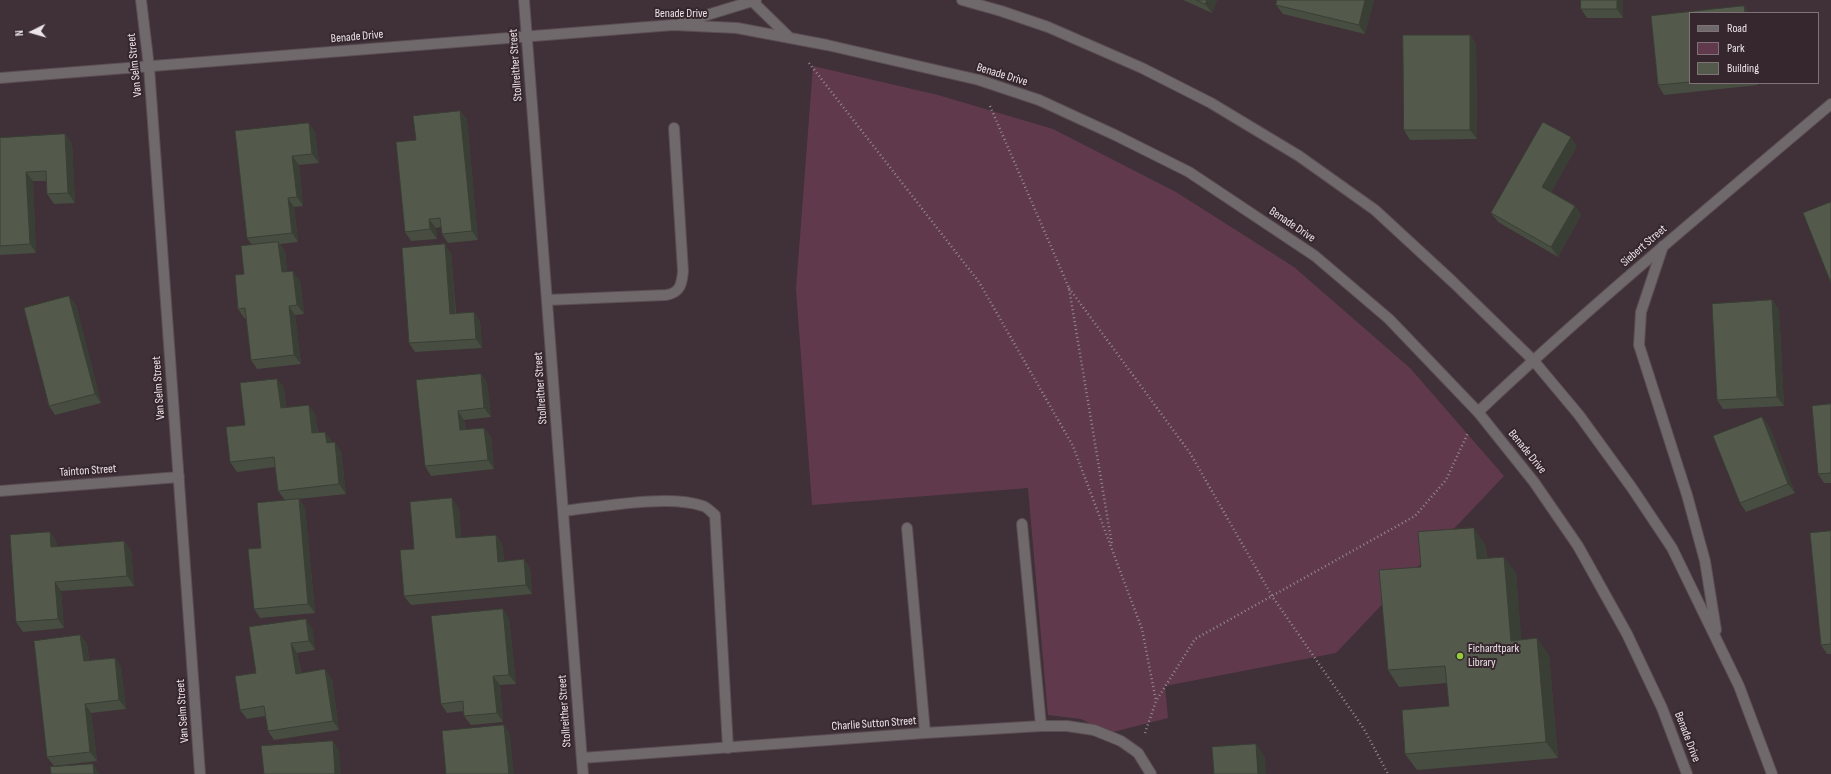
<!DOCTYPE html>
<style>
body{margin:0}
#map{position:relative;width:1831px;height:774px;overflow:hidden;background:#3f3137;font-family:"Sofia Sans Condensed",sans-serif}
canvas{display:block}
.legend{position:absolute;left:1689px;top:12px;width:130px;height:72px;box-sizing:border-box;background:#35272d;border:1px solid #7f7378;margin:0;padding:5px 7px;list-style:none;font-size:12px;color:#ede4e8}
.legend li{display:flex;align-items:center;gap:8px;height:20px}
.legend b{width:20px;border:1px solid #7f7378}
.north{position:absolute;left:12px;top:12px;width:40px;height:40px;-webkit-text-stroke:3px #35272d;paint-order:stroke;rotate:265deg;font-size:11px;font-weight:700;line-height:16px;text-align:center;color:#ede4e8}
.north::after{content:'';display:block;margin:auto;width:14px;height:18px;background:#ede4e8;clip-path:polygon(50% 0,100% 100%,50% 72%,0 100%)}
</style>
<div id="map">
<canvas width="1831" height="774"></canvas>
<ul class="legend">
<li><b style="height:5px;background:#70696c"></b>Road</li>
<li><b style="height:11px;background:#61394d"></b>Park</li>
<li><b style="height:11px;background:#535a4c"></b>Building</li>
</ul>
<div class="north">N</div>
</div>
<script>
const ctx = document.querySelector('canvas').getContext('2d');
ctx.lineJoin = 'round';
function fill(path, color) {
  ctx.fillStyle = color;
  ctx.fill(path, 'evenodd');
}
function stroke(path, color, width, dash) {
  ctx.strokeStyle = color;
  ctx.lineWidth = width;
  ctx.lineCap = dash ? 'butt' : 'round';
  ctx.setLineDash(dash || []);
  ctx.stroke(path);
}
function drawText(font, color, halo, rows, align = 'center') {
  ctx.font = font + ' "Sofia Sans Condensed",sans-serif';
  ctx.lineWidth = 4;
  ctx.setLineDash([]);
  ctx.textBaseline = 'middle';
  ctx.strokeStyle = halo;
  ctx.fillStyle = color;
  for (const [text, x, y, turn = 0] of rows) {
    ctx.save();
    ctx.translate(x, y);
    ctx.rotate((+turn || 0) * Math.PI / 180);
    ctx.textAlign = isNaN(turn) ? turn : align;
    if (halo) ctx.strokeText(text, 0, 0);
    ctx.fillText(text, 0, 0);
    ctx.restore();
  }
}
fill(new Path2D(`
 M813,66L938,95L1053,129L1176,192L1294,267L1410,368L1504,476L1336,653L1165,686L1168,718L1109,733L1081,719L1048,715L1028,488L812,505L796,289Z`), '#61394d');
const service = new Path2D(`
 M547,300L666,295C680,293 682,284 683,271L674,128
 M563,511C601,507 668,494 703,506C707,507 711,512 715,515L728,748
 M1022,524L1041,726
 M907,528L925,733`);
const minor = new Path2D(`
 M141,0L149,67L200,774
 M524,0L583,774
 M1478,412C1591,305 1712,205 1831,104
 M0,491L179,477
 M582,758L925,733L1041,726H1067L1094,730L1121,741L1138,753L1151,774`);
const tertiary = new Path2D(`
 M751,0L789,37
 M962,0L1001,11L1048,27L1142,68L1211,103L1299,156L1375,210L1453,282L1533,360L1579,415L1632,488L1672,548L1739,686L1772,774
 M681,23L756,0
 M0,78L673,25L737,28L827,45L979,80L1039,100L1115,135L1189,172L1315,256L1389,319L1478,412L1534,482L1578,546L1627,634L1662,708L1687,774
 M1663,246L1641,312L1639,345L1687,495L1705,561L1716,630`);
stroke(service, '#5b4e53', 12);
stroke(minor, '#5b4e53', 12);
stroke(tertiary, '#5b4e53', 12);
stroke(new Path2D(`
 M809,63L979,282L1073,446L1142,629L1156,701
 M990,106L1069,288L1112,545
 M1069,288L1190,453L1272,596L1364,729L1388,774
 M1145,733L1156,701L1195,639L1415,516L1446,480L1468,433`), '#968b90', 2.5, [1, 3]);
stroke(service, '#70696c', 10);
stroke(minor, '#70696c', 10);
stroke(tertiary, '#70696c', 10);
fill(new Path2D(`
 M1183,0H1217L1212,13Z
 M1374,0L1365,34L1283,14L1276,5Z
 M1581,0H1623V18H1587L1581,9Z
 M1744,6L1749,13H1690V83H1758V85L1664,95L1658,85L1651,16Z
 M1470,35L1476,44L1477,139L1410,140L1404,130Z
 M460,111L467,120L478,240L448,243L442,234L441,227L436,228L437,239L411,241L405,232L416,140Z
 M235,131L315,132L319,163L299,165L303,206L294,207L298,242L280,244L285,251L287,272L300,280L304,314L295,315L301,364L257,369L251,360L246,318L245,319L238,309L244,274L252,245L247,238Z
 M65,134L72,144L75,203L54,204L47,194V181H33L36,253L0,255V138Z
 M1577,146L1551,192L1575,206L1581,215L1558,257L1498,222L1491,213Z
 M451,253L456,313L474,312L480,321L482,348L415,352L409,343Z
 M69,296L76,305L101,403L55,415L49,406Z
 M1772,300L1779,310L1784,406L1723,409L1717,400Z
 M481,374L487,383L491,417L464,420L466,430L484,428L491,437L494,469L431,476L425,466Z
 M277,379L284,388L286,408L315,414L318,433L325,432L332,441V442L341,451L346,494L288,500L299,499L305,508L315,613L260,618L254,609L261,548L285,500L278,491L275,467L237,472L230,462L245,425Z
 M1831,404V483H1824L1818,474Z
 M1769,426L1795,493L1746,512L1740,503Z
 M459,508L461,538L496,535L502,544L504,561L524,559L530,569L532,594L411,605L404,596L414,549Z
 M1831,531V654H1827L1821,645Z
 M50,532L56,541L57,547L124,541L131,551L134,586L61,591L64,628L23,632L16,622Z
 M1485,544L1487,558L1516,573L1521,640L1549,655L1558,758L1417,770L1405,754L1449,706L1447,683L1399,687L1388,670L1421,567Z
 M509,618L516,684L500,685L503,722L471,725L464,716V711L447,713L441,704Z
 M249,627L312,628L315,650L297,653L301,673L332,679L339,730L274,740L268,731L265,716L247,719L240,710L256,673Z
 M80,635L87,644L89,660L115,658L121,667L126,709L91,713L97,761L54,766L47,757Z`), '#474d41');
fill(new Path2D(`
 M1207,0H1217L1212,13L1205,4Z
 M1365,0H1374L1365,34L1359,25Z
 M1617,0H1623V18L1617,9Z
 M1744,6L1749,13H1745Z
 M1470,35L1476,44L1477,139L1470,130Z
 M460,111L467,120L478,240L472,231Z
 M309,123L315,132L319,163L312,154Z
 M65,134L72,144L75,203L68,193Z
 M1571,137L1577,146L1549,196L1542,187Z
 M292,156L299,165L303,206L297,197Z
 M26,172L33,181L36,253L30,244Z
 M288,198L294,207L298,242L292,233Z
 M1575,206L1581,215L1558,257L1551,247Z
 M429,219L436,228L437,239L430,229Z
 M278,242L285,251L288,282L282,272Z
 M445,244L451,253L456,323L450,314Z
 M293,271L300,280L304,314L297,305Z
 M69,296L76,305L101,403L95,394Z
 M1772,300L1779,310L1784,406L1777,397Z
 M289,306L295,315L301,364L294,355Z
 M474,312L480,321L482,348L476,339Z
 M481,374L487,383L491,417L484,408Z
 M277,379L284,388L287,417L281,408Z
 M309,405L315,414L319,442L312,433Z
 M458,411L464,420L467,440L460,430Z
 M1762,417L1769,426L1795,493L1788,484Z
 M484,428L491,437L494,469L488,460Z
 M325,432L332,441L333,452L327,443Z
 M335,442L341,451L346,494L339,484Z
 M452,498L459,508L462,548L456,538Z
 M299,499L305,508L315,613L308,604Z
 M1474,528L1485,544L1488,576L1477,559Z
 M50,532L56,541L57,556L51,547Z
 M496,535L502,544L505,571L498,562Z
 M124,541L131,551L134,586L127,576Z
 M1504,557L1516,573L1523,657L1511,641Z
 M524,559L530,569L532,594L526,585Z
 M55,582L61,591L64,628L58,619Z
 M503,609L509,618L516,684L509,675Z
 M306,619L312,628L315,650L309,641Z
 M80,635L87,644L90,670L84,661Z
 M1537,638L1549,655L1558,758L1546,742Z
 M291,643L297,653L302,683L296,674Z
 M115,658L121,667L126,709L119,700Z
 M325,669L332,679L339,730L333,721Z
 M493,676L500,685L503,722L497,713Z
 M85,704L91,713L97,761L90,752Z
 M504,725L510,734L514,774H509Z
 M333,741L339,750L341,774H335Z
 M1256,744L1265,757L1266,774H1258Z
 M93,764L99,773V774H94Z`), '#3a3f35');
const building = new Path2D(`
 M1197,0H1207L1205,4Z
 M1277,0H1365L1359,25L1276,5Z
 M1581,0H1617V9H1581Z
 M1744,6L1745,13H1690V82L1658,85L1651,16Z
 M1403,35H1470V130H1404Z
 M460,111L472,231L442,234L440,218L429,219L430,229L405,232L396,142L416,140L413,116Z
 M1543,122L1571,137L1542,187L1575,206L1551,247L1491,213Z
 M309,123L312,154L292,156L297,197L288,198L292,233L247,238L235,131Z
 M65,134L68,193L47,194L46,171L26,172L30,244L0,246V138Z
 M1831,202V283L1803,213Z
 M278,242L282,272L293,271L297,305L289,306L294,355L251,360L245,308L238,309L235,275L244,274L241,246Z
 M445,244L450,314L474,312L476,339L409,343L402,248Z
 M69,296L95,394L49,406L24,308Z
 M1772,300L1777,397L1717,400L1712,304Z
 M481,374L484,408L458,411L460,430L484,428L488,460L425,466L416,380Z
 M277,379L281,408L309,405L312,433L325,432L327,443L335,442L339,484L278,491L274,457L230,462L226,427L245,425L240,383Z
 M1831,404V473L1818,474L1812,406Z
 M1762,417L1788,484L1740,503L1713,436Z
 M452,498L456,538L496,535L498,562L524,559L526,585L404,596L400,550L414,549L410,502Z
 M299,499L308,604L254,609L248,549L261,548L257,503Z
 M1474,528L1477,559L1504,557L1511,641L1537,638L1546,742L1405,754L1402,710L1449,706L1445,666L1388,670L1379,570L1421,567L1418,532Z
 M1831,531V644L1821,645L1810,533Z
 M50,532L51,547L124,541L127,576L55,582L58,619L16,622L10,535Z
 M503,609L509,675L493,676L497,713L464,716L463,701L441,704L431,616Z
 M306,619L309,641L291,643L296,674L325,669L333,721L268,731L264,706L240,710L235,676L256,673L249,627Z
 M80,635L84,661L115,658L119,700L85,704L90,752L47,757L34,641Z
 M504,725L509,774H446L442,731Z
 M333,741L335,774H264L261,746Z
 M1256,744L1258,774H1214L1212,747Z
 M93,764L94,774H51L50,767Z`);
fill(building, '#535a4c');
stroke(building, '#3a3f35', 1);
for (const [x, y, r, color] of [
 [1460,656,4,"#93cc3d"]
]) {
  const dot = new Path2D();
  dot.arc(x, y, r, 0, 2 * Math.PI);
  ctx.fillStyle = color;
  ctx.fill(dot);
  stroke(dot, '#35272d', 1.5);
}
drawText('12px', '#ede4e8', '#35272d', [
 ["Benade Drive",681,14],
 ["Benade Drive",357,37,-5],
 ["Van Selm Street",135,65,-96],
 ["Stollreither Street",516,65,-94],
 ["Benade Drive",1002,75,17],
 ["Benade Drive",1292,225,34],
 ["Siebert Street",1644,246,-41],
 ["Van Selm Street",159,388,-94],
 ["Stollreither Street",541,388,-94],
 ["Benade Drive",1527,452,51],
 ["Tainton Street",88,471,-4],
 ["Van Selm Street",183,711,-94],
 ["Stollreither Street",565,711,-94],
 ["Charlie Sutton Street",874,724,-4],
 ["Benade Drive",1687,737,69]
]);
drawText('12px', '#ede4e8', '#35272d', [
 ["Fichardtpark",1468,649],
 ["Library",1468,663]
], 'left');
</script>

※ ※ ※

### Aim of the task
Reproduce verbatim only the segment of the listing bounded by the line containing "M460,111L467,120L478,240L472,231Z" and the line containing "M1256,744L1265,757L1266,774H1258Z", with both boundary lines included.

### Exercise response
 M460,111L467,120L478,240L472,231Z
 M309,123L315,132L319,163L312,154Z
 M65,134L72,144L75,203L68,193Z
 M1571,137L1577,146L1549,196L1542,187Z
 M292,156L299,165L303,206L297,197Z
 M26,172L33,181L36,253L30,244Z
 M288,198L294,207L298,242L292,233Z
 M1575,206L1581,215L1558,257L1551,247Z
 M429,219L436,228L437,239L430,229Z
 M278,242L285,251L288,282L282,272Z
 M445,244L451,253L456,323L450,314Z
 M293,271L300,280L304,314L297,305Z
 M69,296L76,305L101,403L95,394Z
 M1772,300L1779,310L1784,406L1777,397Z
 M289,306L295,315L301,364L294,355Z
 M474,312L480,321L482,348L476,339Z
 M481,374L487,383L491,417L484,408Z
 M277,379L284,388L287,417L281,408Z
 M309,405L315,414L319,442L312,433Z
 M458,411L464,420L467,440L460,430Z
 M1762,417L1769,426L1795,493L1788,484Z
 M484,428L491,437L494,469L488,460Z
 M325,432L332,441L333,452L327,443Z
 M335,442L341,451L346,494L339,484Z
 M452,498L459,508L462,548L456,538Z
 M299,499L305,508L315,613L308,604Z
 M1474,528L1485,544L1488,576L1477,559Z
 M50,532L56,541L57,556L51,547Z
 M496,535L502,544L505,571L498,562Z
 M124,541L131,551L134,586L127,576Z
 M1504,557L1516,573L1523,657L1511,641Z
 M524,559L530,569L532,594L526,585Z
 M55,582L61,591L64,628L58,619Z
 M503,609L509,618L516,684L509,675Z
 M306,619L312,628L315,650L309,641Z
 M80,635L87,644L90,670L84,661Z
 M1537,638L1549,655L1558,758L1546,742Z
 M291,643L297,653L302,683L296,674Z
 M115,658L121,667L126,709L119,700Z
 M325,669L332,679L339,730L333,721Z
 M493,676L500,685L503,722L497,713Z
 M85,704L91,713L97,761L90,752Z
 M504,725L510,734L514,774H509Z
 M333,741L339,750L341,774H335Z
 M1256,744L1265,757L1266,774H1258Z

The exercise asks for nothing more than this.